I've never told my wife about PMO. Not during the 4 years we dated nor during our marriage thus far. I started looking at porn when I was 6 years old. I started fapping to VHS tapes when I was 9/10 and I'm 25 now. It was all I had EVER known. I quit PMO and I became agitated easier at first. I told her I quit MO and she asked me why I would do that to myself. We had been arguing and fighting a bit around the time and I told her that I believe that it was causing me to be irritated with her. She said "yea right." Within 2 weeks, she was all about it. I can't fully explain to you a change. The first time I quit I made it about 43 days. I relapsed because of the radio and hearing about a leak that I immediately proceeded to google without hesitation. She knew that same day that I had started fapping again. Just the way I carried myself. I didn't feel regret at the time. I couldn't see a difference, yet somehow she could tell. She even asked me and called me out on it. I of course lied to her and said it wasn't the case. Our relationship soared when I quit. It took a couple weeks. She noticed quite quickly it was for the best and began to make it a point to have sex more frequently. When it was "her time of the month" she bought me a sex toy and used it. She was committed to this maybe even more than me, and she didn't even know the full extent of it. It helped me, more than she may ever know. How this is relevant in my experience is this: When I quit pmo, Sex became a new "thing". It was NOT what I had ever experienced. Sex became exponentially better the further removed from PMO I got. It became better than I had ever imagined it could be. This is very hard to explain in words. I thought sex was good before I quit. I liked it, I enjoyed it. I also thought it was "all" it could ever be. The intensity, the fun, it only gets better and better the further removed. To this point, I have only enjoyed the same woman whom I've been with for near 6 years more and more each day.

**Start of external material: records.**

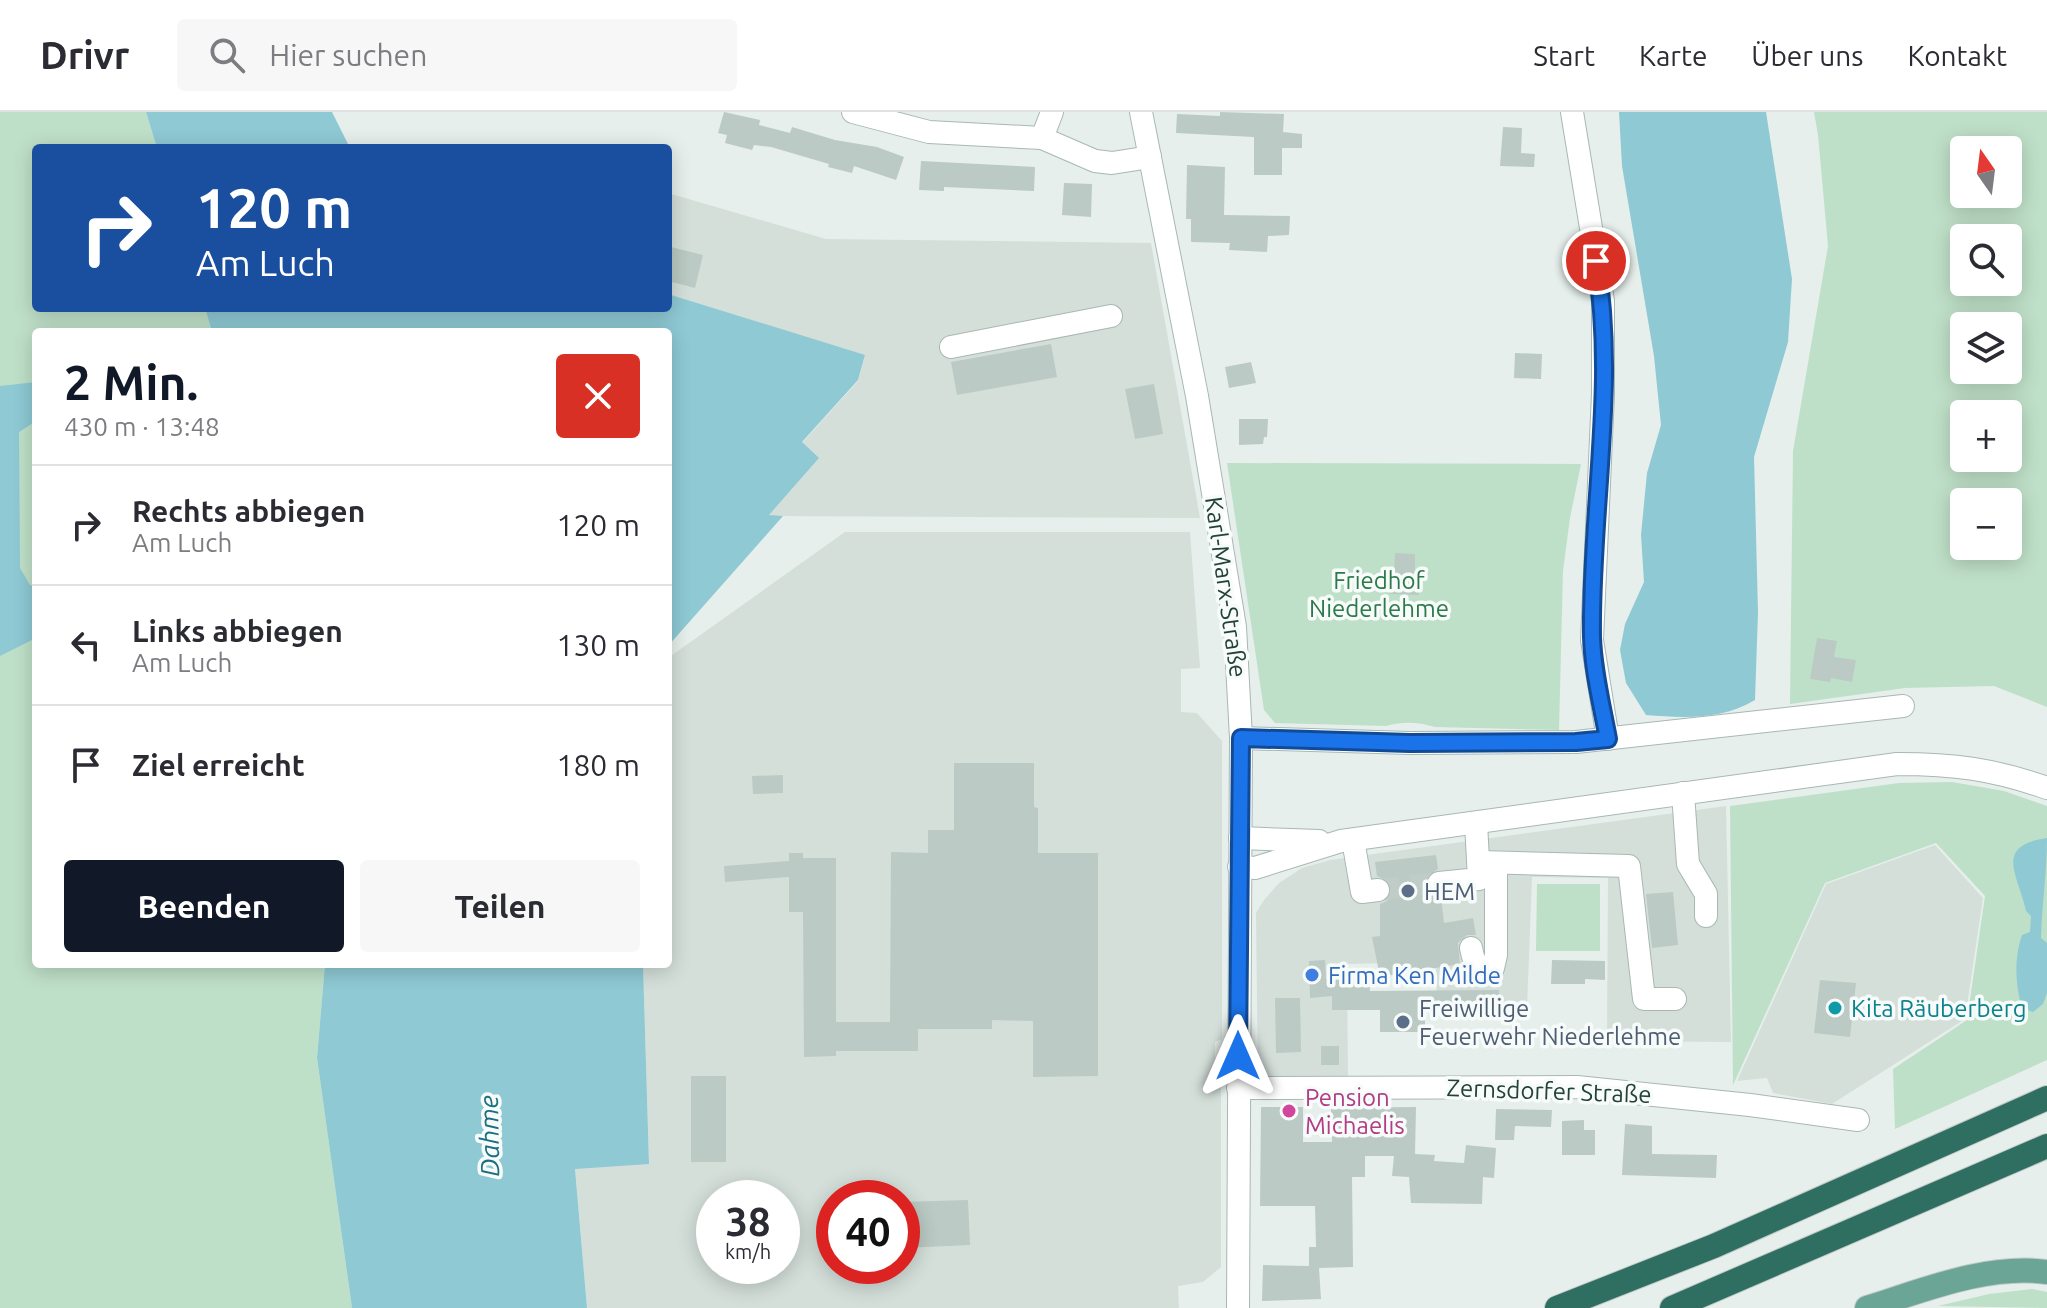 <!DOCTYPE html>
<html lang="de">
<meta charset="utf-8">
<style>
body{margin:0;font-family:Ubuntu,sans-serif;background:#f7f7f7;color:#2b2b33;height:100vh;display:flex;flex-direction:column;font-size:30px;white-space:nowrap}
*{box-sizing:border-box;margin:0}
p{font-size:26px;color:#7c7c81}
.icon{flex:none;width:44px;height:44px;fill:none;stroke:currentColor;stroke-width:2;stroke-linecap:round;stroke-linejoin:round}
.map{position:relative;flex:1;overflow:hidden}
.panel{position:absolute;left:32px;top:216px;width:640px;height:640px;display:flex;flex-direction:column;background:#fff;border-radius:8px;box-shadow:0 4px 20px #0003}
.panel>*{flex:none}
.guide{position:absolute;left:32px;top:32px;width:640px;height:168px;border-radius:8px;box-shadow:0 4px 20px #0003;background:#1a4fa0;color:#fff;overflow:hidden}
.needle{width:52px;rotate:346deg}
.buttons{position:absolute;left:1950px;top:24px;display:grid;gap:16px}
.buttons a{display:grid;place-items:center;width:72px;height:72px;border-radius:8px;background:#fff;box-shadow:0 4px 20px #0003;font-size:40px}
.speed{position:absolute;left:696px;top:1068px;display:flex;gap:16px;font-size:40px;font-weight:700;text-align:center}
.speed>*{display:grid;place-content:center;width:104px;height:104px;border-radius:50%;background:#fff;box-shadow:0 4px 20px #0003;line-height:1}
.speed small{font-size:20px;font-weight:400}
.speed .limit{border:12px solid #d22;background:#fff;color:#111}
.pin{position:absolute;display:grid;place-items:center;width:68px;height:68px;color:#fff;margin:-34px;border:4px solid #fff;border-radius:50%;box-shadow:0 2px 8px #0007}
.me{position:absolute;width:88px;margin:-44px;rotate:0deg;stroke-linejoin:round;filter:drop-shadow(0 0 6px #0008)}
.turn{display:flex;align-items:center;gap:28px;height:168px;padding:0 32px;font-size:36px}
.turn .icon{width:104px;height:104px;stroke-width:2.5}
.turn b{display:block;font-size:56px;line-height:68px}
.round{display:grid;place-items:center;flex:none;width:84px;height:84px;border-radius:8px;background:#f7f7f7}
.overview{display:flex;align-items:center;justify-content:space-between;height:136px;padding:0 32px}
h1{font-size:48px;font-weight:700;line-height:60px;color:#111827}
.cta{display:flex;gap:16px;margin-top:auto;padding:16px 32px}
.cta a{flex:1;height:92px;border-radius:8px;background:#111827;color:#fff;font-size:32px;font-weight:700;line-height:92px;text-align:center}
.cta a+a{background:#f7f7f7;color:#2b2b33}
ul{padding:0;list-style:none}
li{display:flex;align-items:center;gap:24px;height:120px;padding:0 32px;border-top:2px solid #e1e1e2}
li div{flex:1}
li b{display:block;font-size:30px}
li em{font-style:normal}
header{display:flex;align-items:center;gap:48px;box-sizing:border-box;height:112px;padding:0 40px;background:#fff;border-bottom:2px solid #e1e1e2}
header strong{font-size:38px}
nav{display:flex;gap:44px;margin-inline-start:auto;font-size:28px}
.search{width:560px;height:72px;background:#f7f7f7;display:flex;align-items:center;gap:20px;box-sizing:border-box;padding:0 28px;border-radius:8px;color:#7c7c81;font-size:30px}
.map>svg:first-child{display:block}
.built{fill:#d4dfda;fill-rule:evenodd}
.green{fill:#bfe0c8;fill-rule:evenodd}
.water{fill:#8ec9d4}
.building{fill:#bbcac4}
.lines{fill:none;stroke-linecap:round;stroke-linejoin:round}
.minor-tunnel{stroke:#bfccc8;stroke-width:22;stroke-dasharray:22 11;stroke-linecap:butt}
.minor-casing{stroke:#a8b8b2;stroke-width:24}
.major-casing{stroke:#c2cac8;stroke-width:26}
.highway-casing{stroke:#c2cac8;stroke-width:26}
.minor{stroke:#fff;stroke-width:22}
.major{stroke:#6aa596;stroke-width:24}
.highway{stroke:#2f6f62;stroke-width:24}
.route-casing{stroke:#114b97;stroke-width:20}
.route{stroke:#1a73e8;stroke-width:14}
.service-dot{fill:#5c6f8a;stroke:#f7fbf9;stroke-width:3}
.shop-dot{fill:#3f7fe0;stroke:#f7fbf9;stroke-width:3}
.culture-dot{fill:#0f9aa8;stroke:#f7fbf9;stroke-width:3}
.hotel-dot{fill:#d1479c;stroke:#f7fbf9;stroke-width:3}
.labels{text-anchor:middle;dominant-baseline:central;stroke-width:7;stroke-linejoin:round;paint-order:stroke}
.park-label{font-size:24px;fill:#2d7a4b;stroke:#f7fbf9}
.street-label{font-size:24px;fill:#24423a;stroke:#f7fbf9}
.service-label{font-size:24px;fill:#4e5e75;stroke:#f7fbf9;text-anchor:start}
.shop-label{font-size:24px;fill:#366cbe;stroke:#f7fbf9;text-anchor:start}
.culture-label{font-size:24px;fill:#0d838f;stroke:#f7fbf9;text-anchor:start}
.hotel-label{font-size:24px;fill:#b23c85;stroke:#f7fbf9;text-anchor:start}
.water-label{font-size:26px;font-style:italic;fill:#1c6f80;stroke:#f7fbf9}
</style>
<header>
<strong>Drivr</strong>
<div class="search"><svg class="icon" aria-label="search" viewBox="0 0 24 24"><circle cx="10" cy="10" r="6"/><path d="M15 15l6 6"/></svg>Hier suchen</div>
<nav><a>Start</a><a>Karte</a><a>Über uns</a><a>Kontakt</a></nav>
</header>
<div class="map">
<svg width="2047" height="1196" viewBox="0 0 2047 1196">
<rect width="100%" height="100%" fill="#e6efeb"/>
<g class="built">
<path d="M668 81 826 127 1151 131 1200 406 768 404 818 347 802 331 858 269 865 244 668 182Z"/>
<path d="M845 420H1190L1200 556 1181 557V600L1197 601 1222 629V927L1215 930V945L1221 950V1155L1203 1170 1178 1174 1179 1196H587L575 1056 649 1051 643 852H668V546ZM714 1086H782V1154H714ZM834 1086H902V1154H834Z"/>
<path d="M1726 694 1731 930 1607 929 1608 766 1532 765 1527 896 1437 897 1436 850 1347 852 1348 970H1258L1256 801 1264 788 1279 771 1302 756 1330 748Z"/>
<path d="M1935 733 1983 786 1965 907 1832 992 1773 981 1767 966 1737 969 1826 772Z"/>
</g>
<g class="green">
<path d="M0 0H146L157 36H36V196H205L212 220H36V852H325L317 946 352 1196H0Z"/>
<path d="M1814 0H2047V595L1994 574 1905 576 1790 592 1793 339 1828 134 1818 23ZM1964 38H2008V82H1964ZM1964 126H2008V170H1964ZM1964 214H2008V258H1964ZM1964 302H2008V346H1964ZM1964 390H2008V434H1964Z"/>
<path d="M1227 351 1581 352 1570 406 1563 459 1559 618 1435 615C1418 610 1404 609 1386 614L1275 611 1264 598Z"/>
<path d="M1952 670 2004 679 2047 694V948L1895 1017 1893 957 1967 908 1985 784 1936 731 1825 771 1733 973 1730 694 1899 671Z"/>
<path d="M1537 772H1600V839H1536Z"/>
<path d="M2032 1177 2047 1180V1196L1938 1194 1989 1182Z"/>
</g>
<g class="water">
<path d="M146 0H332L350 36H157Z"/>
<path d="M1619 0H1766L1792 167 1788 230 1754 345 1758 500 1755 588C1722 608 1684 606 1646 603L1626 571 1620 538 1625 512 1644 470 1641 423 1647 361 1661 313 1654 244 1622 54Z"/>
<path d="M668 182 865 243 858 268 802 330 819 346 769 403 783 404 668 534V220H212L205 196H668Z"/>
<path d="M36 270V309L19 320 20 456 30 473 36 475V526L0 544V274Z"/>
<path d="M2047 726C2047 760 2042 791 2041 826L2047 831V881L2043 892 2033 900 2022 896C2015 873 2014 845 2022 823L2030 820 2031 804 2026 799C2018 762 1993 734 2047 726Z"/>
<path d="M325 852H643L649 1052 575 1057 587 1196H352L317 946Z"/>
</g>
<g class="building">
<path d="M724 0 760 8 759 13 790 21 792 15 835 28 877 35 904 45 896 68 854 54 852 61 828 55 829 52 771 35 754 33 752 38 725 31 727 23 718 21Z"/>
<path d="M1220 0 1284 2 1283 20 1302 22V36H1282V63H1254V25L1176 21 1177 2 1220 4Z"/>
<path d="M1503 15 1522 16 1521 41 1535 42 1534 55 1500 54Z"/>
<path d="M921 49 1035 55 1034 79 944 75V79L919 78Z"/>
<path d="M1187 53 1225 55 1224 103 1290 104 1289 123 1268 124 1267 140 1229 138 1230 131 1191 130V107H1186Z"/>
<path d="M1064 71 1092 72 1091 105 1062 103Z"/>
<path d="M671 135 703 143 695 176 668 169V148Z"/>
<path d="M1051 232 1057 265 957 283 951 250Z"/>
<path d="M1515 241 1542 242 1541 267 1514 266Z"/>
<path d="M1251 250 1256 271 1229 276 1225 255Z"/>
<path d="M1154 272 1163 322 1135 327 1125 277Z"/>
<path d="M1239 307H1268L1267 325H1264L1263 332 1239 333Z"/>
<path d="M1395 441 1415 442V465L1419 466V483L1389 482V464L1394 465Z"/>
<path d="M1817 526 1837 529 1834 545 1856 548 1852 570 1831 566 1830 570 1810 567Z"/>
<path d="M954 651H1034V695L1038 696V741H1098V964L1033 965V909L992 908V917H918V939H836V944L804 945 803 800H789V765L725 770 724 754 789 749V741H803V746H836V910H890L891 740 928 741V718H954Z"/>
<path d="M783 663V681L753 682 752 664Z"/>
<path d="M1436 743 1438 757 1427 765V778L1433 783 1441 785 1444 811 1473 806 1476 823H1467L1458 831 1460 852 1380 865 1372 825 1380 824V792L1387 789 1392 777 1389 769 1377 764 1375 750Z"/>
<path d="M1673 780 1678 833 1652 836 1646 782Z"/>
<path d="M1325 848 1326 867H1369L1370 879 1499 878V894L1443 895 1425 899V920H1380V898H1332V884L1310 886 1309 849Z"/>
<path d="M1552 848 1605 849V868L1585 867V872H1551Z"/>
<path d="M1820 868 1856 871 1850 925 1814 921Z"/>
<path d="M1275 886H1300L1301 940 1276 941Z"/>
<rect x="1321" y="934" width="18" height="19"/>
<rect x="691" y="964" width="35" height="86"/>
<path d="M1261 995H1303V1030H1332L1331 996 1416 995 1415 1042 1435 1043 1434 1049 1464 1051 1466 1033 1496 1036 1494 1066 1483 1065 1482 1092 1411 1091 1409 1065 1392 1064 1394 1044H1365V1065H1352L1353 1155 1319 1156 1321 1187 1262 1189 1263 1153 1309 1154V1135H1316L1315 1094H1260Z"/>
<path d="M1496 997 1552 998 1551 1015 1515 1014 1514 1028H1495Z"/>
<path d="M1584 1008V1018H1595V1043H1562V1009Z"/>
<path d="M1625 1012 1652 1014V1042L1717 1043 1716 1066 1622 1063Z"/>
<path d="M968 1088 970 1133 902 1136V1090Z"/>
</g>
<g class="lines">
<path class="minor-tunnel" d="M1378 778 1439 771"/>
<defs>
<g id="minor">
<path d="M853 0 929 20 1042 26 1095 49 1112 51 1150 45"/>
<path d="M1141 0 1197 284 1235 515 1241 626 1238 1196"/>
<path d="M1572 0 1603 189V282L1592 528 1608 627"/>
<path d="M1042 26 1052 0"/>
<path d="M951 235 1111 204"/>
<path d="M1241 626 1410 631 1576 630 1903 594"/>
<path d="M1683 681 1688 752 1706 782V804"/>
<path d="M1240 726 1319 729"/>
<path d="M1353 728 1362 780 1378 778"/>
<path d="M1480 750 1629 754 1644 887H1675"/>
<path d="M1239 755 1255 756 1341 729 1897 652C1954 652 1993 657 2047 676"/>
<path d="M1439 771 1479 767 1476 711"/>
<path d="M1471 836C1474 850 1476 863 1493 856L1496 843V752"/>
<path d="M1238 976 1577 975 1750 993 1858 1008"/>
</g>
<path id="major" d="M1867 1196C1924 1178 1987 1152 2047 1160"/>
<g id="highway">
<path d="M1557 1196 1714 1134 2047 986"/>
<path d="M1672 1196 2047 1034"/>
</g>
</defs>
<use href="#minor" class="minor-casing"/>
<use href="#major" class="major-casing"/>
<use href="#highway" class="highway-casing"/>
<use href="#minor" class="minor"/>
<use href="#major" class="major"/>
<use href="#highway" class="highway"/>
</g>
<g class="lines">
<defs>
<path id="route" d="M1238 944 1241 626 1410 631 1576 630 1608 627C1602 594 1593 559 1592 525 1590 400 1617 273 1596 149"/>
</defs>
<use href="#route" class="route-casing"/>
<use href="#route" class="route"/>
</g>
<g class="service-dot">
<circle cx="1408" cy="779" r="8"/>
<circle cx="1403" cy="910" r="8"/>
</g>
<circle class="shop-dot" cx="1312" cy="863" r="8"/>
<circle class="culture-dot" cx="1835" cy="896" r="8"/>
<circle class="hotel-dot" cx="1289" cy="999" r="8"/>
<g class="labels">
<g class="park-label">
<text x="1379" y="468">Friedhof<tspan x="1379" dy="28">Niederlehme</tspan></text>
</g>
<g class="street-label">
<text transform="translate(1226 475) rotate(82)">Karl-Marx-Straße</text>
<text transform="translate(1549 979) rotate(2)">Zernsdorfer Straße</text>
</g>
<g class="service-label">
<text x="1424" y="779">HEM</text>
<text x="1419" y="896">Freiwillige<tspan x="1419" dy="28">Feuerwehr Niederlehme</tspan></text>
</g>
<g class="shop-label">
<text x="1328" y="863">Firma Ken Milde</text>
</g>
<g class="culture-label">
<text x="1851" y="896">Kita Räuberberg</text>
</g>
<g class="hotel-label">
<text x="1305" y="985">Pension<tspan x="1305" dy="28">Michaelis</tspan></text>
</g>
<g class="water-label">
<text transform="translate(489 1024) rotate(-91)">Dahme</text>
</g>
</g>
</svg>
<div class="buttons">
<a><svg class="needle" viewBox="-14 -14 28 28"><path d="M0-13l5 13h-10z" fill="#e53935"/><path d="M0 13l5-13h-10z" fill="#7c7c81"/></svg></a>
<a><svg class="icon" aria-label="search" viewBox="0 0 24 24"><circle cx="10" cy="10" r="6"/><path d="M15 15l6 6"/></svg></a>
<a><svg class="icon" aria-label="layers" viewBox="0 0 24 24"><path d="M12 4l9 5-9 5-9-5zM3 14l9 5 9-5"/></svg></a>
<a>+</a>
<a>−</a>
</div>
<div class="speed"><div>38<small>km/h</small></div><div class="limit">40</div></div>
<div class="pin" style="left:1596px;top:149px;background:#d93025"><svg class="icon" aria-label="arrive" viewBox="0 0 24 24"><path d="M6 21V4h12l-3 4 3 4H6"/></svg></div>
<svg class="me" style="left:1238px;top:944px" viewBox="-20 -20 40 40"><path d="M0-17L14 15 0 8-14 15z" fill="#1a73e8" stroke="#fff" stroke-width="4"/></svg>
<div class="guide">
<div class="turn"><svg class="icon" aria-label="right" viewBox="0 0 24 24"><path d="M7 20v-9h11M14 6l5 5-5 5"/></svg><div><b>120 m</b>Am Luch</div></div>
</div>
<section class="panel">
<div class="overview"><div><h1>2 Min.</h1><p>430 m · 13:48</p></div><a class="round" style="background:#d93025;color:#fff"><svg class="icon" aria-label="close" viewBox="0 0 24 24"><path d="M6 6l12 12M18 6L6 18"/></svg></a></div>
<ul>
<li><svg class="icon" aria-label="right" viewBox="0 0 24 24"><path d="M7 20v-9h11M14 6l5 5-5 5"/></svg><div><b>Rechts abbiegen</b><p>Am Luch</p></div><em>120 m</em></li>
<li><svg class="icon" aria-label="left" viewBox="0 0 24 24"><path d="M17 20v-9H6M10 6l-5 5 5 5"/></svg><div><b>Links abbiegen</b><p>Am Luch</p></div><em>130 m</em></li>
<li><svg class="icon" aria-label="arrive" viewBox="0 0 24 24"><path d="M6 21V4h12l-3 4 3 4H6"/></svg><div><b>Ziel erreicht</b></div><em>180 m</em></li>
</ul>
<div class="cta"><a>Beenden</a><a>Teilen</a></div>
</section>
</div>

maybe look for coolidge effects in other aspects of life. like eat something new once a week or go with the partner on some vacation or try a new hobby(cooking or swimming) once every 2 months.
Start to rebuild by using oxytocin-inducing actions, such as "power hugging", as in this: http://www.reuniting.info/lazy_way_to_stay_in_love You'll soon find out that we are focusing on sex and orgasm too much and we feel easily frustrated....by re-connecting to our lover with a lot of bonding behaviors, love will flow a lot more, and sex might be more frequent. You'll have less tendency to focus on what you don't get.